Im Vergleich zu früheren Studien hat die vorliegende Studie den Vorteil, dass sie große Stichproben von Metformin-Anwendern und Patienten mit Demenz einbezieht, die meisten der methodischen Einschränkungen im Zusammenhang mit pharmakoepidemiologischen Studien überwindet und den potenziellen Effekt der Dosis-Wirkungsbeziehung in einem Follow-up-Design untersucht.
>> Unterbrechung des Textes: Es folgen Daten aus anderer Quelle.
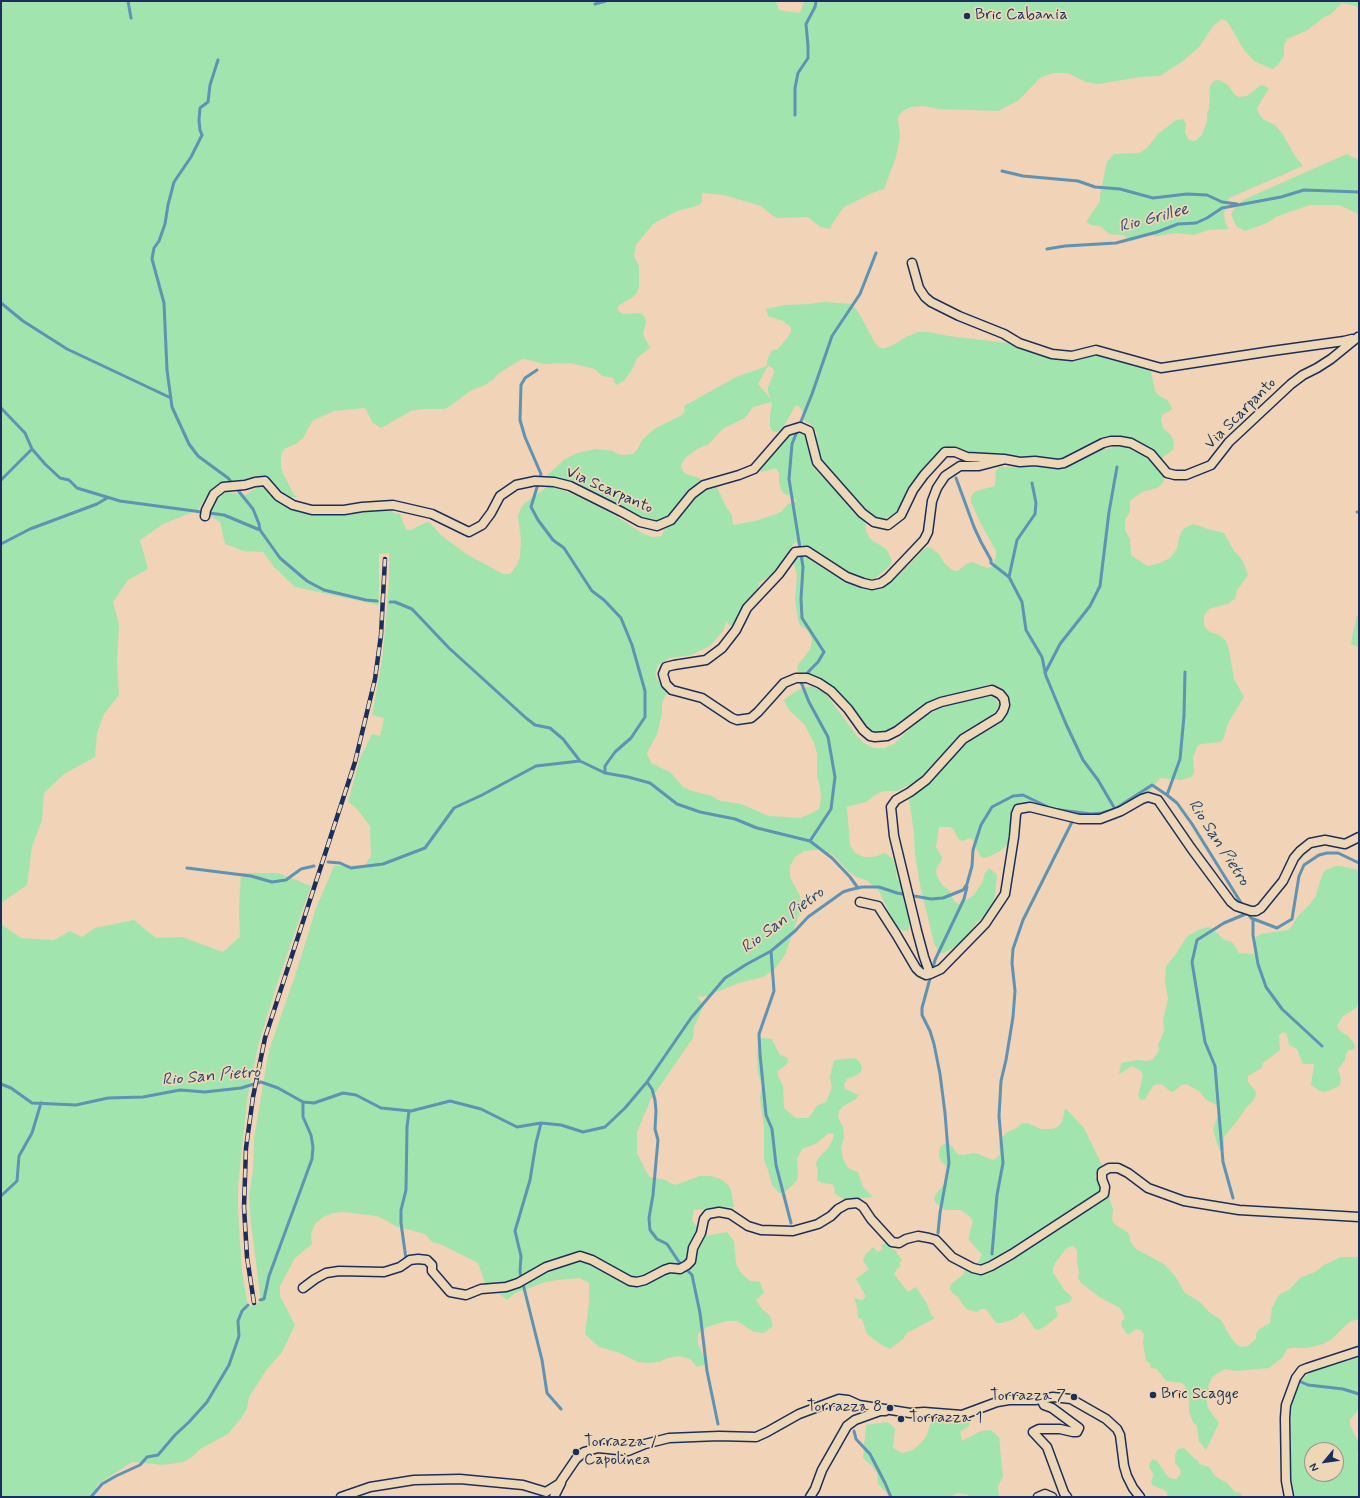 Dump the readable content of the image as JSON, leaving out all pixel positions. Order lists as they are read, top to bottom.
{
  "streets": {
    "street": ["Via Scarpanto"]
  },
  "water": ["Rio Grillee", "Rio San Pietro"],
  "places": [
    "Bric Cabania",
    "Bric Scagge",
    "Torrazza 7",
    "Torrazza 8",
    "Torrazza 1",
    "Torrazza / Capolinea"
  ],
  "north": "bottom left"
} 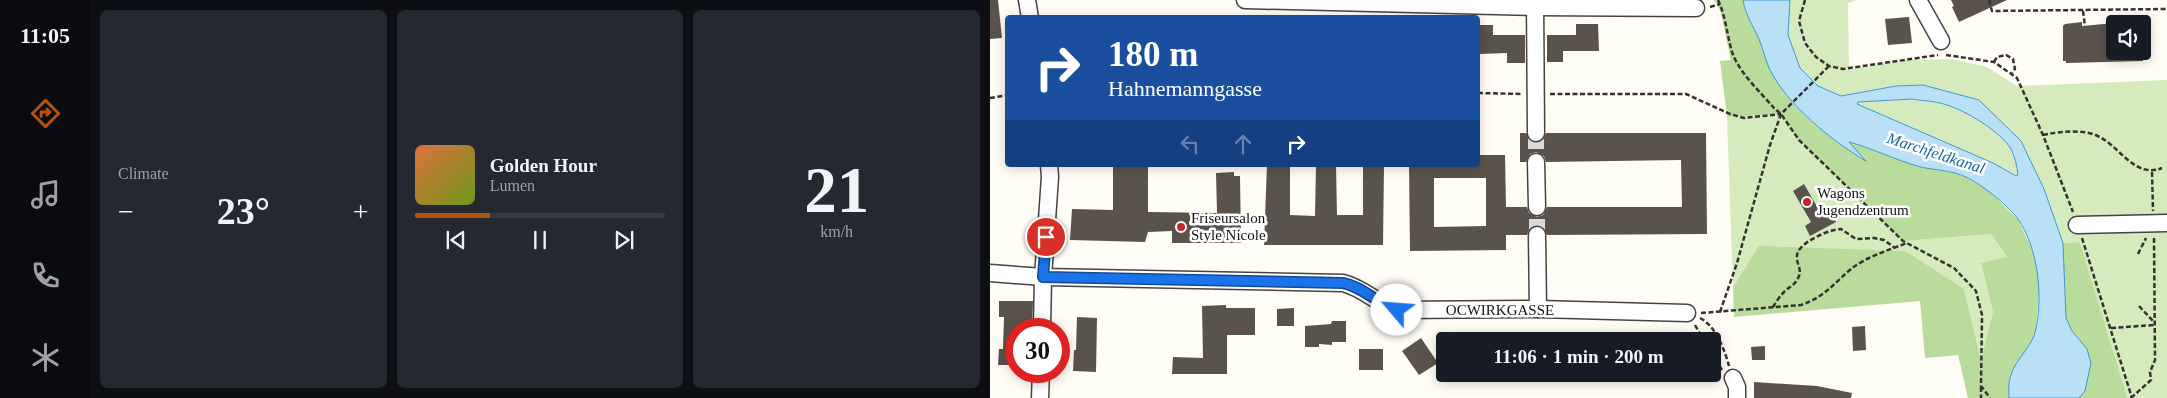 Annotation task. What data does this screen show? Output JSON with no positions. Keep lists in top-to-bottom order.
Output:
{
  "streets": {
    "street": ["OCWIRKGASSE"]
  },
  "water": ["Marchfeldkanal"],
  "places": ["Wagons Jugendzentrum", "Friseursalon Style Nicole"],
  "page": {
    "tabs": "11:05",
    "tile": [
      "Climate",
      ["21", "km/h"]
    ],
    "turn": ["180 m", "Hahnemanngasse"],
    "song": ["Golden Hour", "Lumen"],
    "heat": ["−", "23°", "+"],
    "limit": "30",
    "trip": "11:06 · 1 min · 200 m"
  }
} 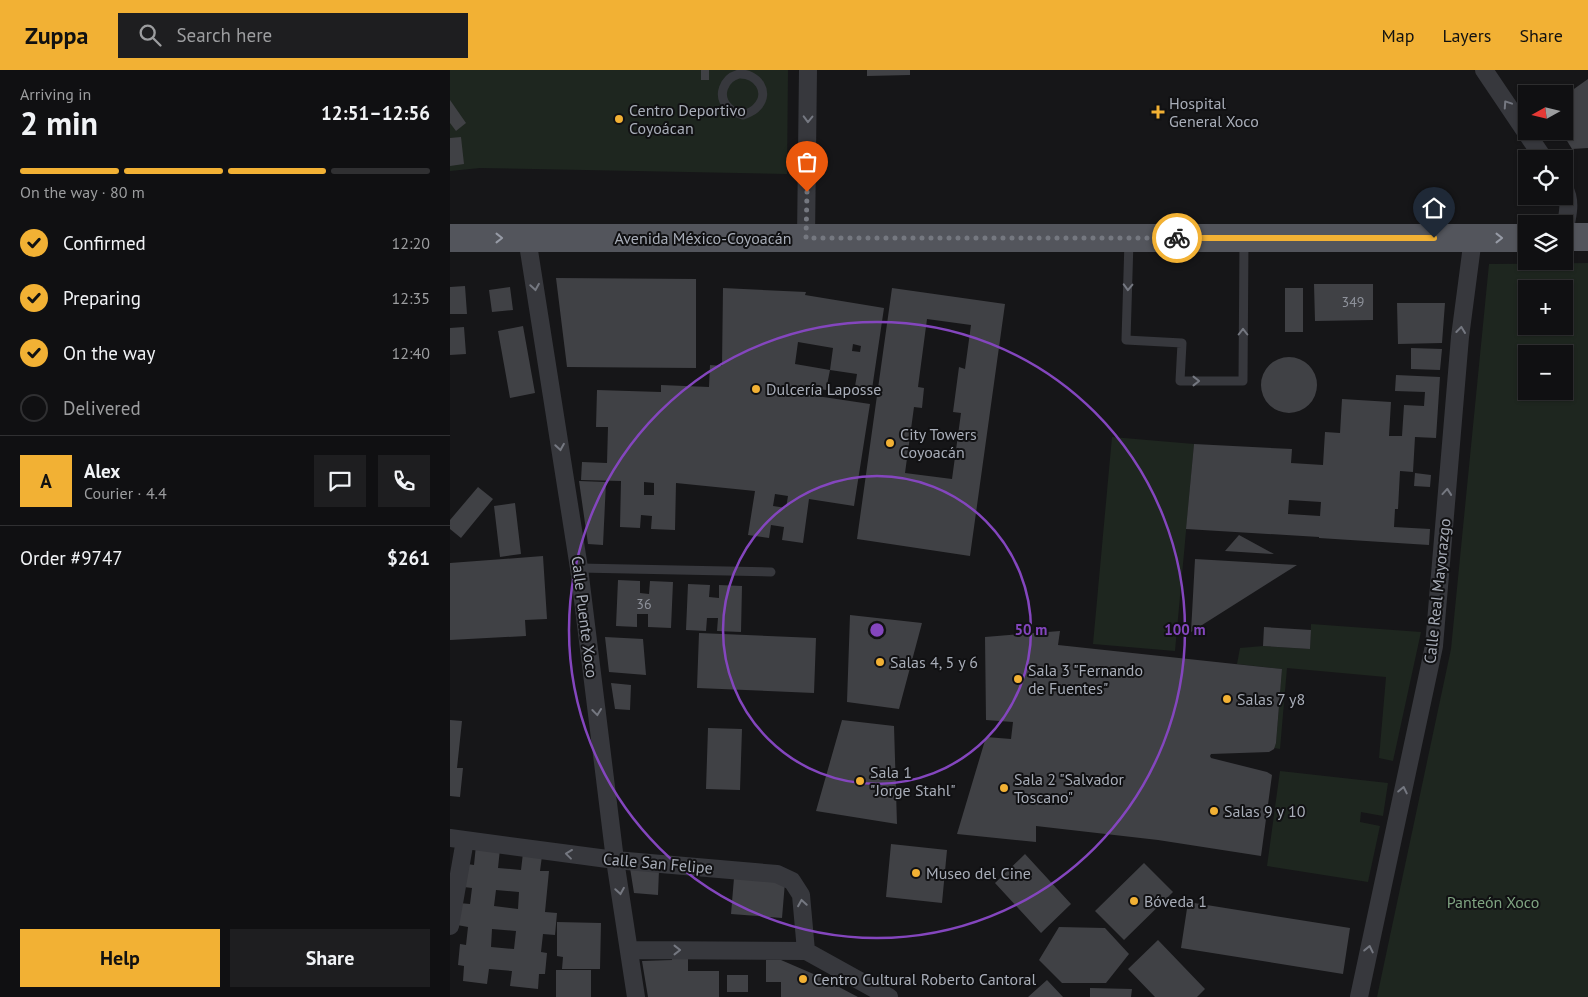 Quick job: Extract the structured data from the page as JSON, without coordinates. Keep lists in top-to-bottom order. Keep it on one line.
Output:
{"streets":{"main road":["Avenida México-Coyoacán"],"street":["Calle Real Mayorazgo","Calle Puente Xoco","Calle San Felipe"]},"crossings":[["Avenida México-Coyoacán","Calle Real Mayorazgo"],["Avenida México-Coyoacán","Calle Puente Xoco"],["Calle Puente Xoco","Calle San Felipe"]],"one_way":["Calle Real Mayorazgo","Calle Puente Xoco"],"parks":["Panteón Xoco"],"places":{"health":["Hospital General Xoco"],"other":["Centro Deportivo Coyoácan","Dulcería Laposse","City Towers Coyoacán","Salas 4, 5 y 6","Sala 3 \"Fernando de Fuentes\"","Salas 7 y8","Sala 1 \"Jorge Stahl\"","Sala 2 \"Salvador Toscano\"","Salas 9 y 10","Museo del Cine","Bóveda 1","Centro Cultural Roberto Cantoral"]},"house_numbers":["349","36"],"north":"left","page":{"header":"Zuppa","search":"Search here","nav":["Map","Layers","Share"],"heading":["2 min","Arriving in","12:51–12:56"],"panel":["Alex","Courier · 4.4","Order #9747","$261"],"map_buttons":["+","−"],"bar":"On the way · 80 m","list":[["Confirmed","12:20"],["Preparing","12:35"],["On the way","12:40"],"Delivered"],"round":"A","buttons":["Help","Share"]},"rings":["50 m","100 m"]}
Ein weiterer Vorteil der Studie ist die Verwendung einer landesweiten Datenbank, die >99% der Bevölkerung abdeckt. Daher können die Ergebnisse ohne weiteres auf die gesamte Bevölkerung verallgemeinert werden. Durch die Verwendung von Krankenakten wurden mögliche Verzerrungen aufgrund von Selbstauskünften erheblich reduziert. Eine Verzerrung aufgrund des unterschiedlichen sozioökonomischen Status war weniger wahrscheinlich, da die Kostenbeteiligung für Arzneimittel in der taiwanesischen NHI niedrig ist und bei Patienten mit bestimmten Bedingungen wie einkommensschwachen Haushalten, Veteranen oder Patienten, die Rezepte für chronische Krankheiten erhalten, immer erlassen werden kann.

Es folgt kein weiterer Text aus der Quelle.